The Transport Executive submitted a bid to government last year asking it to consider funding and building the Oldham/Rochdale, Ashton and Manchester Airport extensions under a single contract. This contract would also include the Trafford Park extension, although the latter is to be funded solely by the private sector.

The single contract approach could reduce capital costs by more than £32 million and will optimise private sector funding for Metrolink. Although a shortfall of around £200 million is left after the government’s contribution, local officials are confident of raising the necessary private finance.

The original Metrolink line, running 31 km from Bury to Altrincham, via Manchester City Centre, was opened by The Queen in 1992. An extension to Salford Quays was opened at the end of 1999 and will continue on to Eccles when the second part of the extension opens later this year.

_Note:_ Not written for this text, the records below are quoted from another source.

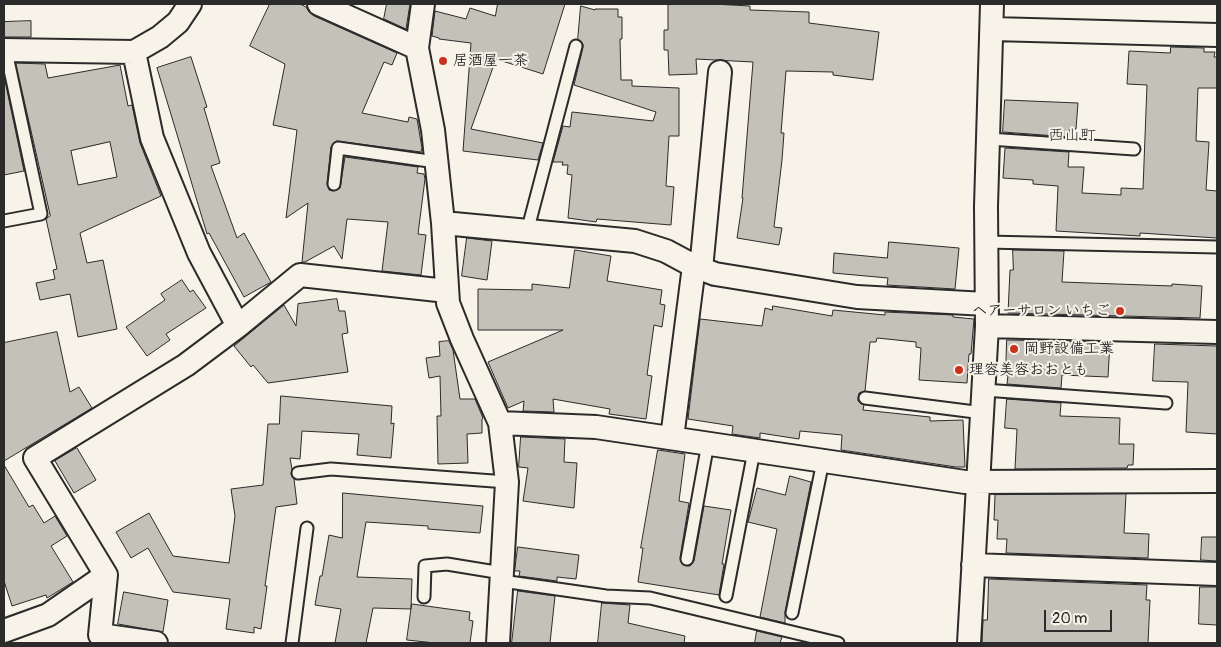 <!DOCTYPE html>
<html>
<head>
<meta charset="utf-8">
<style>
  body { margin:0 }
  #map { position:relative; width:1221px; height:647px; overflow:hidden; background:#f7f3e8; font-family:Pangolin,sans-serif }
  canvas { display:block }
  .frame { position:absolute; inset:0; border:5px solid #2b2b2b; pointer-events:none }
  .scale { position:absolute; left:1044px; top:610px; width:68px; height:22px; box-sizing:border-box; border:2px solid #2b2b2b; border-top:0; padding-left:6px; font-size:15px; line-height:18px; white-space:nowrap; color:#2b2b2b; -webkit-text-stroke:4px #f7f3e8; paint-order:stroke }
</style>
</head>
<body>
<div id="map">
<canvas width="1221" height="647"></canvas>
<div class="frame"></div>
<div class="scale">20 m</div>
</div>
<script>
const ctx = document.querySelector('canvas').getContext('2d');
ctx.lineJoin = 'round';
function fill(path, color) { ctx.fillStyle = color; ctx.fill(path, 'evenodd'); }
function strokePath(path, color, width, dash) { ctx.strokeStyle = color; ctx.lineWidth = width; ctx.lineCap = dash ? 'butt' : 'round'; ctx.setLineDash(dash || []); ctx.stroke(path); }
function drawText(font, color, halo, rows, align = 'center') {
  ctx.font = font + ' Pangolin,"Klee One",sans-serif'; ctx.lineWidth = 4; ctx.setLineDash([]); ctx.textBaseline = 'middle'; ctx.strokeStyle = halo; ctx.fillStyle = color; for (const [text, x, y, turn = 0] of rows) {
    ctx.save(); ctx.translate(x, y); ctx.rotate((+turn || 0) * Math.PI / 180); ctx.textAlign = isNaN(turn) ? turn : align; if (halo) ctx.strokeText(text, 0, 0); ctx.fillText(text, 0, 0); ctx.restore();
  }
}
const building = new Path2D(`
  M270,4h30l6,3 3,5 5,4 83,37 -5,12 -8,-3 -22,51 46,9 1,-5 8,2 5,29 -1,4 -85,-11 -5,6 -4,37 2,6 4,1 7,-3 5,-31 73,10 -1,6 7,1 1,5 -7,55 8,1 -5,40 -39,-4 6,-49 -41,-3 -5,40 -8,-13 -29,16h-3l6,-59 -22,15 11,-88 -24,-5 12,-61 -35,-18z
  M387,4h23l-4,25 -22,-10z
  M498,4h67l-22,70 -47,-15 -25,70 72,14 -5,17 -75,-9 8,-108 -32,-4v-1l-7,-2 3,-25 31,8 4,-11 25,8z
  M712,4l38,2v4l59,2v11l70,9 -6,48 -40,-5v-3l-47,-1 -5,62h3l-2,27 -8,67 8,1 -3,17 -42,-7 6,-40h-1l11,-136 -57,-3 1,15 -28,1 -1,-25h-4v-20h4v-25z
  M581,6l14,4v-1h23v8h4v22h-2l1,41h11v6l47,2v48h-10l-3,50 8,1 -3,38 -74,-6 -1,3 -28,-4 4,-43 -5,-1 1,-9h-6l1,-3h-10l10,-36 7,1 2,-15 81,9 3,-9 -82,-27 9,-38v-3l-5,-5z
  M31,21v16h-27v-15z
  M1171,47l33,1v4h11l-1,5h3v31h-19l-2,53 13,1 -3,48 11,1v47l-77,-5v3l-84,-5 2,-45 -25,-2v-4l-30,-2 2,-30 64,4 -1,15h16l-2,26 39,2v-7l22,1 4,-104 -20,-1 2,-33 41,2z
  M191,57l16,50 -3,1 16,55 -9,3 26,72 7,-5 27,49 -27,15 -35,-64 -2,1 -50,-166z
  M16,63l29,1 3,14 72,-13 8,41 4,-1 8,38 21,53 -81,37 7,30 16,-3 14,69 -39,8 -8,-43 -30,6 -4,-17 19,-4 -2,-9 4,-1 -11,-50 4,-3zM110,142l7,35 -39,8 -7,-34z
  M4,76l20,95 -20,4z
  M1005,100l73,3 -2,26h-6l-1,8 -66,-5z
  M467,238l25,3 -5,39 -25,-4z
  M889,242l70,6 -4,41 -68,-4 1,-7 -55,-5 1,-20 53,5z
  M575,250l36,6 -4,25 55,9 -2,14 5,1 -3,22 -8,-2 -7,50 5,1 -6,43 -37,-5 1,-5 -57,-10 1,13 -31,-1 1,-10 -16,7 -20,-46 75,-32h-85v-41l54,1v-6l37,4z
  M1013,250l51,1 -2,31 110,4v-2l30,2 -2,32 -192,-5 2,-43h3z
  M182,280l8,12 3,-2 13,18 -40,26 4,6 -23,16 -21,-29 39,-27 -4,-6z
  M337,299l2,12h6l3,22 -6,1 6,38 -80,11 -15,-18 -2,2 -17,-21 50,-41 12,21 2,-22z
  M773,306l59,10 1,-6 52,5v-3l68,3v2l21,2 -3,35h-2l-2,29 -48,-3 2,-32 -5,-1v-5l-39,-4 -1,4h-6l-5,49 -6,2 -1,5v3l6,4 -1,5 67,7v4l33,-1 2,47h-9l-115,-17 1,-15 -42,-4 -1,8 -39,-6v5l-28,-4 1,-8 -45,-7 12,-100 62,7 3,-18 7,2z
  M57,332l13,60 9,-5 13,21 -88,53v-118z
  M1007,340l103,2 -2,35 -46,-2 -1,13 -54,-4 1,-9h-2z
  M449,341l4,9 7,49h15l8,19 -1,1v14l-15,1 1,29 -30,1 -1,-48h4l-1,-40 -11,2 -3,-20 14,-2 -1,-14z
  M1155,344l62,2v88l-31,-2 2,-50 -35,-1z
  M281,396l111,10 -1,18 3,-1 -3,35 -34,-3 2,-21 -57,-3 -2,28 -10,-1 2,11 -1,5 3,5 3,25 -21,3 -11,79h2l-6,43 -7,-2v6l-28,-4 4,-30 -57,-7 -25,-44 -17,10 -15,-26 33,-19 24,43 56,7 6,-47 -4,-27 32,-4 5,-61h11z
  M1007,399l54,4 -1,13 60,2 -1,26h15l-1,21h-5l-1,3 -112,1 2,-40 -12,-1z
  M521,437l44,2 -1,23 13,1 -3,45 -51,-7 5,-33 -9,-1z
  M77,448l19,32 -22,13 -19,-32z
  M658,450l27,4 -6,47 10,2 -9,55 3,7 7,1 4,-5 10,-55 27,4 -9,54h2l-5,31 -81,-13 5,-34h-2z
  M4,465l25,42 4,-2 11,18 11,-7 12,20 -16,10 22,36 -26,16 -1,-3 -34,11 -8,-25z
  M790,476l21,6 -26,130v11l-25,-6 17,-88 -29,-7 9,-34 28,7z
  M343,493l140,13 -3,27 -52,-4v-3l-62,-4 -9,55 55,2 -1,30 -38,-1 -7,35h-31l6,-34 -26,-4 5,-29h2l7,-41 13,3z
  M1126,494l-2,39 25,1 -1,24 -142,-5 1,-14h-10l1,-19h-4l1,-25z
  M1202,537h15v24l-16,-1z
  M518,547l61,8 -3,24 -19,-2v4l-38,-5 1,-5h-5z
  M989,579l158,6 -1,15h4l-2,43h-166l1,-23h4z
  M1200,587h17v38l-18,-1z
  M518,591l37,5 -5,47h-38z
  M124,592l44,8 -5,32 -45,-8z
  M602,603l28,2 -2,18 57,13 -1,7h-86z
  M412,604l58,8 -1,8 4,1 -3,22h-35l-28,-3z
  M757,631l25,6 -2,6h-25z`);
fill(building, '#c4c1b9');
strokePath(building, '#2b2b2b', 1);
const service = new Path2D(`
  M989,139l145,10
  M334,184l4,-36 98,14
  M4,221l37,-7 -35,-163
  M527,232l49,-186
  M986,242l231,5
  M984,390l182,13
  M865,398l118,15
  M298,473l33,-4 176,13
  M687,559l21,-116
  M502,581l104,15 44,2 188,45
  M726,596l28,-145
  M424,597l1,-31 22,-2 55,9
  M792,613l31,-152
  M292,643l15,-115`);
const minor = new Path2D(`
  M319,4l98,44
  M423,4l-6,44 16,82 10,93 5,80 14,36 38,84 7,59 -9,161
  M993,29l224,6
  M4,50l130,2 26,-15 18,-15 12,-18
  M134,52l18,86 47,115 39,73
  M443,223l192,18 31,10 28,15 21,8 142,23 129,7
  M701,269l19,-197
  M987,326l230,6
  M500,423l96,4 369,55 252,-1
  M672,438l22,-172
  M973,565l244,9
  M4,631l44,-16 58,-40
  M156,643l-56,-8 6,-60 -71,-117 151,-93 52,-39 62,-51 147,16
  M969,643l18,-317 -1,-120 6,-202`);
strokePath(service, '#2b2b2b', 15);
strokePath(minor, '#2b2b2b', 26);
strokePath(service, '#f7f3e8', 11);
strokePath(minor, '#f7f3e8', 22);
for (const [x, y, r, color] of [
  [443,61,5,"#c8321e"],
  [1120,311,5,"#c8321e"],
  [1014,349,5,"#c8321e"],
  [959,370,5,"#c8321e"]
]) { const dot = new Path2D(); dot.arc(x, y, r, 0, 2 * Math.PI); ctx.fillStyle = color; ctx.fill(dot); strokePath(dot, '#f7f3e8', 2); }
drawText('bold 15px', '#2b2b2b', '#f7f3e8', [
  ["居酒屋一茶",453,61],
  ["ヘアーサロン いちご",1110,311,"right"],
  ["岡野設備工業",1024,349],
  ["理容美容おおとも",969,370]
], 'left');
drawText('16px', '#2b2b2b', '#f7f3e8', [
  ["西山町",1072,136]
]);
</script>
</body>
</html>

The success of Metrolink has been phenomenal from the outset, with the lines to Bury and Altrincham taking around 2.6 million cars a year off Greater Manchester roads. The line through Salford Quays to Eccles is expected to carry an annual six million passengers.

The three new lines involved in the ‘big bang’ contract will carry in the region of 45 million passengers a year and bring more than half the households in the county within two miles of a Metrolink stop. Together they will contribute to the regeneration of deprived areas and take 5.9 million car journeys a year off the road.

Work could start in a year’s time with all three completed within six years.

Oldham/Rochdale Line
This is the top priority scheme, powers for which were granted in 1994. The 24 km line will utilise the existing railway ‘loop’ line to Rochdale via Oldham, with a diversion taking it partly on-street through the centre of Oldham and an extension, again on-street, from Rochdale station into the centre of the town.

Ashton-under-Lyne
A 10km extension running from the existing Metrolink terminus at Piccadilly Station to Ashton-under-Lyne. The route will serve the stadium at Sports City and new developments in Ashton Moss.

South Manchester and Airport
Powers for this 22 km extension were granted in 1997. It will serve Wythenshawe hospital and help the airport to attain its commitment that by 2005 a quarter of all journeys to and from the airport will be made by public transport and other non-car modes.

Trafford Park
Powers are held for this 5km extension to serve Trafford Park and the recently opened Trafford Centre, but the line would need to be privately funded.

Greater Manchester Passenger Transport Authority also holds powers to build a spur, from the Eccles via Salford Quays extension, to the Lowry Centre and for an extension to Didsbury. Public Consultation for extending the Didsbury line to Stockport took place late in 1999 and GMPTE are currently looking further at issues raised during this consultation.

GMPTA chairman Cllr Joe Clarke, said: “This is the biggest single investment in local transport in living memory outside London.”